It is clear from these prior studies that much larger sample sizes are needed to better delineate the genetic factors associated with ARHI. Towards this goal, we utilized 6,527 non-Hispanic white ARHI cases and 45,882 controls identified from electronic health records (EHR) of members of the Kaiser Permanente Northern California (KPNC) health care system who participated in the Kaiser Permanente Research Program on Genes, Environment, and Health (RPGEH) Genetic Epidemiology Research on Adult Health and Aging (GERA) cohort for discovery. Loci with genome-wide significance identified in the GERA non-Hispanic whites were then tested for independent replication in 1,025 Latino, East Asian, and African American GERA cases and 12,388 controls, in addition to 30,802 UK Biobank self-reported cases and 78,586 controls. We also tested for replication in two related measured quantitative traits—speech discrimination score (SDS) and speech recognition threshold (SRT), stratified by case/control status, to construct independent tests. These measures were only available on a subset of the GERA individuals. Additionally, we assessed replication of previously-described sub-genome-wide significant loci in the GERA cohort. Motivated by our GWAS results, we also examined the GWAS results at known hearing loss genes at reduced significance thresholds adjusted for the proportion of the genome being tested to account for lack of power in these regions. Finally, we looked at array-based heritability in the GERA non-Hispanic whites.
The GERA cohort
The multi-ethnic GERA cohort participants in this study were part of the Kaiser Permanente Research Program on Genes, Environment, and Health (RPGEH), which has been described in detail [18,19]. Briefly, participants were an average of 62.9 years old (SD = 13.8) at sample collection, with an average length of membership of 23.5 years in Kaiser Permanente Northern California, comprehensive EHR, survey (five pages including information on demographic factors, behaviors, and self-reported health, but no questions on hearing), and genome-wide genotyping data.

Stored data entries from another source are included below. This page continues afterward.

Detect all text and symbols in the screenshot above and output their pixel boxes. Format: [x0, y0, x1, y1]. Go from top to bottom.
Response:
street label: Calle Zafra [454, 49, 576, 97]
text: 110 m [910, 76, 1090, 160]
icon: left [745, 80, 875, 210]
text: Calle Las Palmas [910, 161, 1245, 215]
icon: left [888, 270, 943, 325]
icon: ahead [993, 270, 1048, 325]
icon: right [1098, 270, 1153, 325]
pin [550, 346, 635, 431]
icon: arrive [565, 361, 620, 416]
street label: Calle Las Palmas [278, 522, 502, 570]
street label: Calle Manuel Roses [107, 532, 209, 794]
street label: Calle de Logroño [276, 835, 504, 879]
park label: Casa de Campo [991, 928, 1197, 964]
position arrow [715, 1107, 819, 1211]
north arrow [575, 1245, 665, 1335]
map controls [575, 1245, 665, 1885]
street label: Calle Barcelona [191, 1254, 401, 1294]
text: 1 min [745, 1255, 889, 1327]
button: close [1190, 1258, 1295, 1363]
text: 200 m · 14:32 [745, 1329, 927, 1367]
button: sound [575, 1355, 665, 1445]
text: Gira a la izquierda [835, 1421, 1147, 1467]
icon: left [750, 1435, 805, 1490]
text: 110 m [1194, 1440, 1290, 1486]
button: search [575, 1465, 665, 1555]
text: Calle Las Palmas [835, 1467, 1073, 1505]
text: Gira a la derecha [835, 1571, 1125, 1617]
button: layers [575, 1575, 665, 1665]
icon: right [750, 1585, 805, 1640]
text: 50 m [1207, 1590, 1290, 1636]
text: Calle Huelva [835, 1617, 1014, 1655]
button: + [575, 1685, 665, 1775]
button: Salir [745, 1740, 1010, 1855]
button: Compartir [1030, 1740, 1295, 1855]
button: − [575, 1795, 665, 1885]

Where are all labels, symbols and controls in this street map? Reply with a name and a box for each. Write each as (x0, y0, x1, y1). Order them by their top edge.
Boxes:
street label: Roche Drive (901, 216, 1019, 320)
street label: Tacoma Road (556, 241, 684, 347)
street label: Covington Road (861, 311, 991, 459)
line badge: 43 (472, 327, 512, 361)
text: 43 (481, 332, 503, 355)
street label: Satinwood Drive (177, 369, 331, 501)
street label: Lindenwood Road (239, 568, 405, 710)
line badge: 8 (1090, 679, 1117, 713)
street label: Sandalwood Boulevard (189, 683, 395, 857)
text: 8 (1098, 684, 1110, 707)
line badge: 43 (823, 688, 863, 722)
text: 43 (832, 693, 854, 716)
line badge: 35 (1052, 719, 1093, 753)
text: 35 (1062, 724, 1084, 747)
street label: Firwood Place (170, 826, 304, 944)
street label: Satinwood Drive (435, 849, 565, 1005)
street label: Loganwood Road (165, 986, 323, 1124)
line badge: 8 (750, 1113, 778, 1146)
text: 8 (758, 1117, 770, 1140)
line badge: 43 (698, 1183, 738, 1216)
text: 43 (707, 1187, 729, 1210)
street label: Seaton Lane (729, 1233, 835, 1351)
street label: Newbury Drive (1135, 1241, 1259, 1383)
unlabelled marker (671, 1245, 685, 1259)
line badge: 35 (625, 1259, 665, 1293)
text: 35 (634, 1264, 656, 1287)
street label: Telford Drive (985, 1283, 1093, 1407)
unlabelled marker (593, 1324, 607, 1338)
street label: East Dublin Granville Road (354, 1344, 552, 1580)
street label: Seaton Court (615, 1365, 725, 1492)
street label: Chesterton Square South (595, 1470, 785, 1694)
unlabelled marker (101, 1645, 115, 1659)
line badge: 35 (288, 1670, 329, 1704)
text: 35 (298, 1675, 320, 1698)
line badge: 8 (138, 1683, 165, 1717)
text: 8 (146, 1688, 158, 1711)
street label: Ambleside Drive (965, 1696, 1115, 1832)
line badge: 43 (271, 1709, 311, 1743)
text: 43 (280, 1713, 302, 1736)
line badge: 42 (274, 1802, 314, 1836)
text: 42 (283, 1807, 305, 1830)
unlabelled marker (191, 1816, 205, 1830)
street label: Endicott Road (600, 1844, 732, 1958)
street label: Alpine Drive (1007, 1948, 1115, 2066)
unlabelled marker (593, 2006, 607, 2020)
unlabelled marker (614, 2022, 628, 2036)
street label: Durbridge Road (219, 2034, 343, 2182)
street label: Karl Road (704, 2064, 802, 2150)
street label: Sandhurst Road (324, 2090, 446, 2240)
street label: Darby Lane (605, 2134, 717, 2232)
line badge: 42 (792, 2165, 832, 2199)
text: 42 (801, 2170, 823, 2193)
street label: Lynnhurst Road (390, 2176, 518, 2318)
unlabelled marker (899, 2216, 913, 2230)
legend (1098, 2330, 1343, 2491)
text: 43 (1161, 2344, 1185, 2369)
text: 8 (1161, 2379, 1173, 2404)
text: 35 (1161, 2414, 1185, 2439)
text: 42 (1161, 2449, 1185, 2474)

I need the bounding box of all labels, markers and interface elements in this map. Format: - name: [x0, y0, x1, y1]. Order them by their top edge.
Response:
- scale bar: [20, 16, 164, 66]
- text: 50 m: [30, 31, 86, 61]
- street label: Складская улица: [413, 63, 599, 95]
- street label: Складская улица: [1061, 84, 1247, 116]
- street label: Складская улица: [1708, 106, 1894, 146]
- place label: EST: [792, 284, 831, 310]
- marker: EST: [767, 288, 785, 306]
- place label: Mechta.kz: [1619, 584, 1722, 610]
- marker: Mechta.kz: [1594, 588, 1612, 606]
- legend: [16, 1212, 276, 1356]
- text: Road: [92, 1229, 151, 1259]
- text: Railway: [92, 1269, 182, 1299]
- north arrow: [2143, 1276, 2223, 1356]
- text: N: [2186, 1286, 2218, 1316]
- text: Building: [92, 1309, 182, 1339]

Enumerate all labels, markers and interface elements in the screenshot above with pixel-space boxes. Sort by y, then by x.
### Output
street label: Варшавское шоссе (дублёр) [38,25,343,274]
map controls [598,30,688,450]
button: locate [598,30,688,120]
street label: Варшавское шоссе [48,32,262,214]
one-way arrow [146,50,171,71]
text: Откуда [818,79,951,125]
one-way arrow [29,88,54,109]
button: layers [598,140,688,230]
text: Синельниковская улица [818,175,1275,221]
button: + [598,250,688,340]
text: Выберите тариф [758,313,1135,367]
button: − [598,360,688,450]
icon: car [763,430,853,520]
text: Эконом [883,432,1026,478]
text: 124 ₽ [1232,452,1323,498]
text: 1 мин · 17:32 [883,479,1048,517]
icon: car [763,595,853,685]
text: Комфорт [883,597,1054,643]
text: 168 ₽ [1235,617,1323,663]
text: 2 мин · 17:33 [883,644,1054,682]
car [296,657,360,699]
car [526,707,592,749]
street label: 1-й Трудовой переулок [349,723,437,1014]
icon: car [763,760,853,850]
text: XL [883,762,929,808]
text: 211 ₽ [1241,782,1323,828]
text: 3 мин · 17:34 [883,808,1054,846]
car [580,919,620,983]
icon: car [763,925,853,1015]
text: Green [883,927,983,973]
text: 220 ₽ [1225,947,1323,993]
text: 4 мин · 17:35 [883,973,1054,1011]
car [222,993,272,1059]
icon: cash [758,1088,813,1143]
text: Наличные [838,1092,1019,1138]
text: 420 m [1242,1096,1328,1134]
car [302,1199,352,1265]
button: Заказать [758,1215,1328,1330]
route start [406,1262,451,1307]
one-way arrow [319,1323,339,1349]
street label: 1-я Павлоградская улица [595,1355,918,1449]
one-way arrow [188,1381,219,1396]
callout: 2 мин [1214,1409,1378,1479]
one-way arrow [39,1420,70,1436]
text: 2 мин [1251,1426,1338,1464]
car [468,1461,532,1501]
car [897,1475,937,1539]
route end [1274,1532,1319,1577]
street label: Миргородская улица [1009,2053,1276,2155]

We used as our discovery cohort the largest GERA subgroup of non-Hispanic whites (6,527 cases, 45,882 controls), with our replication cohort in GERA consisting of Latinos/East Asians/African Americans with 481/398/146 cases and 5,215/5,040/2,133 controls, respectively (workflow of GERA phenotyping in Fig 1A). Compared to the controls, the cases were more often male and older (Table 1). There were 4,903 total individuals (4,231 non-Hispanic white, 298 Latino, 249 East Asian, and 125 African American) for whom audiologist notes were available (the majority in cases), and could be used to derive quantitative measures of speech recognition threshold (SRT) and speech discrimination score (SDS), as well as history of noise exposure (Table 1).
(A) GERA genotyping, (B) GERA phenotyping, (C) UK Biobank replication cohort, and (D) analysis. DX, diagnosis.
Note that speech reception threshold (SRT) and speech discrimination score (SDS) were only available on a small portion of the cohort. For dichotomous variables, N (% of non-missing), and for continuous variables, mean (sd), unless otherwise indicated.
Within each race/ethnicity group, we also tested ancestry principal components (PCs)  for association with ARHI, adjusting for the potential confounders of diabetes, hypertension, and osteoporosis. In non-Hispanic whites, we found a significant increase in ARHI in those with northwestern vs. southeastern European ancestry (p = 9.2×10−10), but it explained very little of the variance (0.12%). No significant associations were found in Latinos, East Asians, or African Americans, but we had less statistical power in these groups.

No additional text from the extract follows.